#### What you have to do:
Go through the records and report each line holding the string "position".

[Stored items]
•••
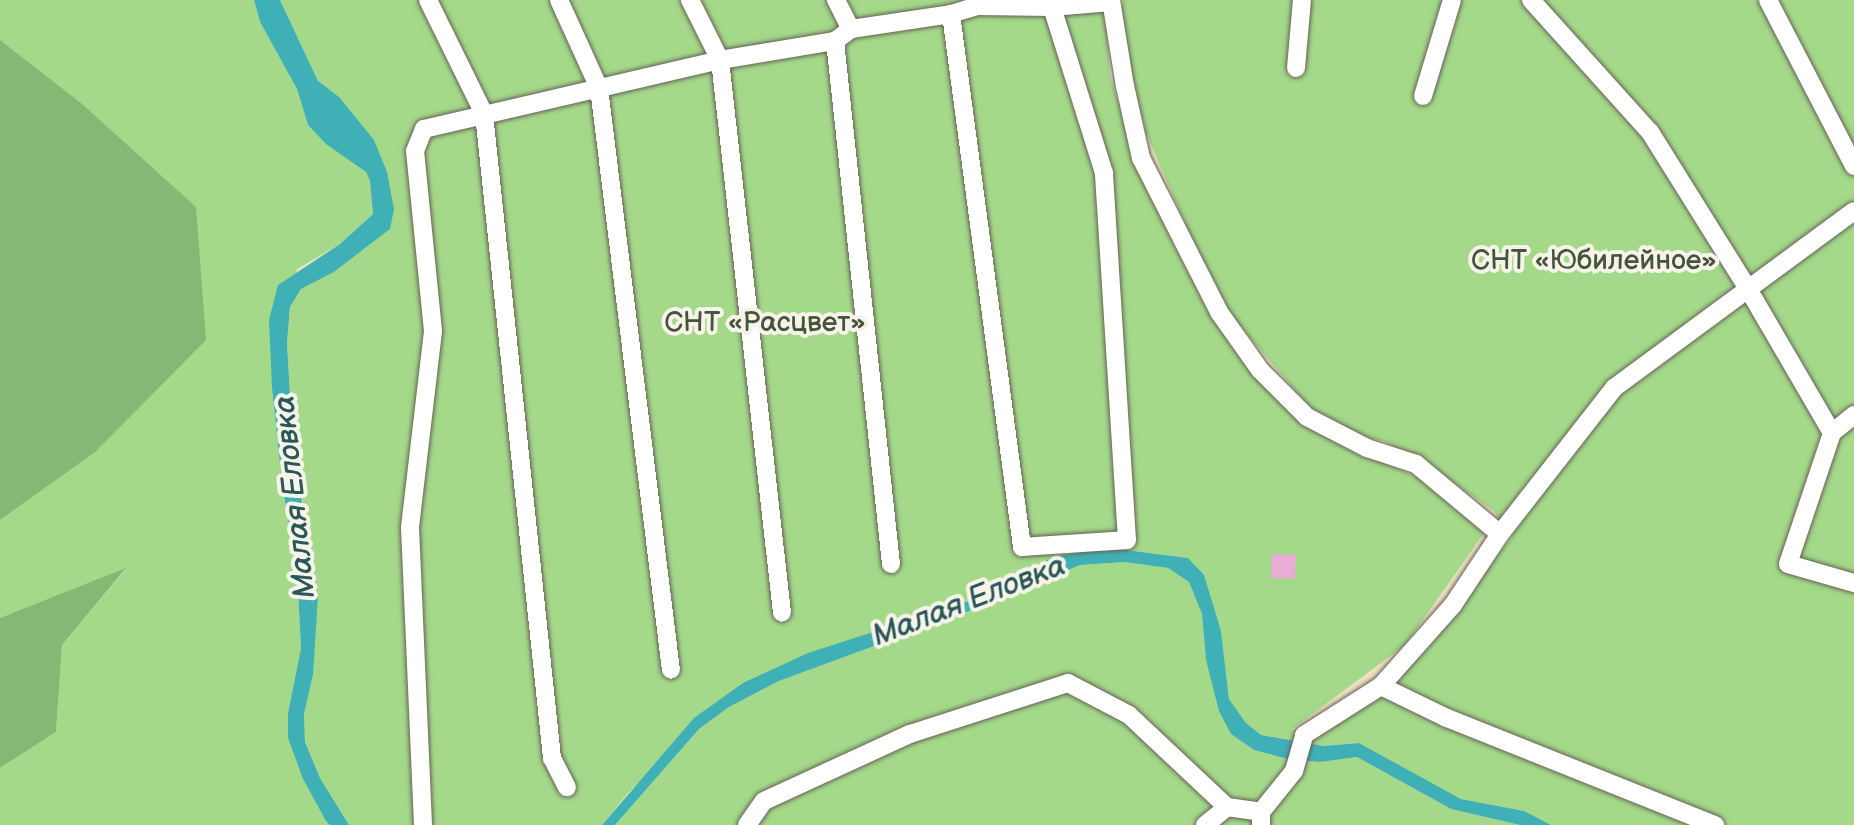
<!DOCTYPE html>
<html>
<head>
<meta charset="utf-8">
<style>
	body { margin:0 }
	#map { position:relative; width:1854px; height:825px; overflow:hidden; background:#efe2c4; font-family:"Balsamiq Sans",sans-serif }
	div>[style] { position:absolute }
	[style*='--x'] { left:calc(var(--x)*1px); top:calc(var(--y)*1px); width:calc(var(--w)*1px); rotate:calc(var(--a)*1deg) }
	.green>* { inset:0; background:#a4d989 }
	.forest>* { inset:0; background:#83b975 }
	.water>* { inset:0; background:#3fb0b6 }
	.building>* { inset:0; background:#e9add5; transform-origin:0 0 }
	.roads { filter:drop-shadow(0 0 2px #666157) drop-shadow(0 0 2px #666157) }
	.minor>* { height:18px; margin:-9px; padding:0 9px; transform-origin:9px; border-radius:9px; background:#fff }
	span { translate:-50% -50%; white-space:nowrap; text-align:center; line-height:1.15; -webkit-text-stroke:8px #f7f3e8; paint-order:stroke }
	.park-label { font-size:28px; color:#45553d }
	.water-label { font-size:30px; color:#2a575a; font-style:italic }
</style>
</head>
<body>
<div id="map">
	<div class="green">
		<i style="clip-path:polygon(0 0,254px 0,260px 22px,297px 89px,308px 125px,326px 143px,366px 172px,370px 181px,373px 214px,340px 244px,297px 269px,272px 388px,282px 484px,297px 572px,301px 648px,288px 713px,330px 825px,0 825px,0 768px,56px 732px,62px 645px,125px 570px,0 618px,0 520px,94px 453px,82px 105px,0 40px)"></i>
		<i style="clip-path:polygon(280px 0,1104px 0,1110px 76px,1141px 177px,1188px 273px,1255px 374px,1321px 435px,1428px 482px,1484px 533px,1405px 645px,1291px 730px,1335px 723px,1430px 639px,1512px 537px,1494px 511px,1434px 469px,1384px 441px,1349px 434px,1315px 413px,1220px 303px,1146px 133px,1120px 26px,1123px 0,1854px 0,1854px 825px,1551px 825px,1523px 811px,1461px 799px,1359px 743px,1324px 746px,1261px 735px,1246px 723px,1229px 699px,1221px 631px,1188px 558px,1110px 548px,1051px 557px,1019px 580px,972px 600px,864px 636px,743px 683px,628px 793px,602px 825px,349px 825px,320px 778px,305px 742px,304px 714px,313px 675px,314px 564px,293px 449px,287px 343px,290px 307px,301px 289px,334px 272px,390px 229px,348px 109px,318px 81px)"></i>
		<i style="clip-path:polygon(1124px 562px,1168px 568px,1189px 582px,1202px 614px,1206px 660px,1231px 734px,1254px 750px,1288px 759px,1320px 762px,1357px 757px,1451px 809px,1520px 825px,615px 825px,699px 729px,729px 707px,779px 681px,991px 603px,1080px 565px)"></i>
	</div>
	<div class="forest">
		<i style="clip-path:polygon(0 40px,82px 104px,196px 207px,206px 340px,94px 453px,0 520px)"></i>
		<i style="clip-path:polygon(126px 568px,62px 645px,56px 732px,0 768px,0 618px)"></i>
	</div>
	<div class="water">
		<i style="clip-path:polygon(254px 0,280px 0,318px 81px,339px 97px,374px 140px,387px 172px,394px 209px,390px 229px,334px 272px,301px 289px,290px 307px,287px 343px,293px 449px,318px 596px,313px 675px,304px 714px,305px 742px,320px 778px,349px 825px,330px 825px,326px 821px,303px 779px,288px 738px,288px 713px,301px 648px,297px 572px,282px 484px,272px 388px,269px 320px,278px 285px,340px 244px,373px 214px,370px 181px,366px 172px,326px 144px,308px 125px,297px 89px,260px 22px)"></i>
		<i style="clip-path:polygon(1110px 548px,1188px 558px,1204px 575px,1221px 631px,1229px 699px,1246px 723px,1261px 735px,1324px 746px,1359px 743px,1461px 799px,1524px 811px,1551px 825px,1520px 825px,1451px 809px,1357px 757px,1320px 762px,1288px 759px,1254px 750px,1231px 734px,1219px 711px,1206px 660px,1202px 614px,1189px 582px,1168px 568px,1124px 562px,1080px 565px,991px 603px,779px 681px,729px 707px,699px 729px,615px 825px,602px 825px,694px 718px,743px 683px,808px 653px,972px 600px,1019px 580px,1051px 557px)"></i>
	</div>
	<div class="building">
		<i style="left:1272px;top:554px;width:24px;height:24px;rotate:2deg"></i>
	</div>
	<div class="roads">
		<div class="minor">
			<i style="--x:428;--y:0;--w:127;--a:63.8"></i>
			<i style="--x:484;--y:114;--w:648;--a:83.97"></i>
			<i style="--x:552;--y:758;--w:33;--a:63"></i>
			<i style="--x:559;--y:0;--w:97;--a:65.6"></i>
			<i style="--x:599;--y:88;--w:586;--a:82.95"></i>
			<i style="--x:690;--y:0;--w:67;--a:63.4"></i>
			<i style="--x:720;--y:60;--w:556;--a:83.6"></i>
			<i style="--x:836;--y:0;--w:33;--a:63"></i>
			<i style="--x:1111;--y:0;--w:87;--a:80.8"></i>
			<i style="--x:1125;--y:86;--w:74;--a:77.5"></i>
			<i style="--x:1141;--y:158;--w:173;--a:63.1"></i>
			<i style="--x:1219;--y:312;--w:71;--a:54.7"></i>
			<i style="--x:1260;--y:370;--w:66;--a:45"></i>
			<i style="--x:1307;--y:417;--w:68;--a:27.3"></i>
			<i style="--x:1367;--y:448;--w:52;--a:18.1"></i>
			<i style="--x:1416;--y:464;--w:109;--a:39.8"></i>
			<i style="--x:1531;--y:0;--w:178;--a:48"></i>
			<i style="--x:1650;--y:132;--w:183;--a:58"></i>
			<i style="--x:1747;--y:287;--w:169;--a:59.8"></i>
			<i style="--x:1768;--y:0;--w:187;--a:62.6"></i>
			<i style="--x:951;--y:14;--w:538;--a:82.41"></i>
			<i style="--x:1022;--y:547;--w:105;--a:-3.8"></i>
			<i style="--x:1127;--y:540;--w:368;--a:-93.6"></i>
			<i style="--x:1104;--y:173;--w:174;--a:-107.4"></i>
			<i style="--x:835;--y:41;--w:526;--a:83.89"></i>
			<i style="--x:1296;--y:68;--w:68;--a:-85"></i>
			<i style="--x:1423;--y:96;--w:100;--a:-73.2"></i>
			<i style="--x:1854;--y:415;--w:28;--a:141"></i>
			<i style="--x:1832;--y:433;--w:138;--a:108.6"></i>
			<i style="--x:1788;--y:564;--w:69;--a:16.1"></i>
			<i style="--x:1381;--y:686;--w:73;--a:25.9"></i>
			<i style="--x:1447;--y:718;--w:289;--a:21.8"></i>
			<i style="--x:423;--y:825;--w:298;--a:-92.5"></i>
			<i style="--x:410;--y:527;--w:197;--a:-83.3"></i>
			<i style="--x:433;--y:331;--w:181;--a:-95.7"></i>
			<i style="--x:415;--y:151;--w:24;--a:-68"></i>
			<i style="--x:424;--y:129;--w:304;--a:-13.1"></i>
			<i style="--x:720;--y:60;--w:117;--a:-9.4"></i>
			<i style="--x:835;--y:41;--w:20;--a:-37"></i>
			<i style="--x:851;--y:29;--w:101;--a:-8.5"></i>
			<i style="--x:951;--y:14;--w:28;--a:-17"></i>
			<i style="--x:978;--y:6;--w:74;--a:0.8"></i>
			<i style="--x:1052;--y:7;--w:59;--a:-4.8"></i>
			<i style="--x:747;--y:825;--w:29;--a:-55"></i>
			<i style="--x:764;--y:801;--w:161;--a:-24.7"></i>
			<i style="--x:910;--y:734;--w:166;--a:-17.9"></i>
			<i style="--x:1068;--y:683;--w:69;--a:27.7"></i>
			<i style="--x:1129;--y:715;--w:134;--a:43.2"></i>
			<i style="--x:1227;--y:807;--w:34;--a:8"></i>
			<i style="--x:1205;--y:825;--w:28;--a:-39"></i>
			<i style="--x:1261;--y:825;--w:13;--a:-90"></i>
			<i style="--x:1261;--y:812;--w:53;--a:-51.2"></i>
			<i style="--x:1294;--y:771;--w:37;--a:-74"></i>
			<i style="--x:1304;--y:735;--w:91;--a:-32.5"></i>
			<i style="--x:1381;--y:686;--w:108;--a:-48.4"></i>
			<i style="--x:1453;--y:605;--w:85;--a:-56.5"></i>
			<i style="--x:1500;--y:534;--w:185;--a:-52"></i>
			<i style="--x:1614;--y:388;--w:298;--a:-36.4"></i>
		</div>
	</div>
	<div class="park-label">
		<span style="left:1594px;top:261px">СНТ «Юбилейное»</span>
		<span style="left:765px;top:323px">СНТ «Расцвет»</span>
	</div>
	<div class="water-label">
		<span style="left:295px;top:497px;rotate:-96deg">Малая Еловка</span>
		<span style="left:969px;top:601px;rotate:-21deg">Малая Еловка</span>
	</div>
</div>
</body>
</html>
•••
#### Answer section:
	#map { position:relative; width:1854px; height:825px; overflow:hidden; background:#efe2c4; font-family:"Balsamiq Sans",sans-serif }
	div>[style] { position:absolute }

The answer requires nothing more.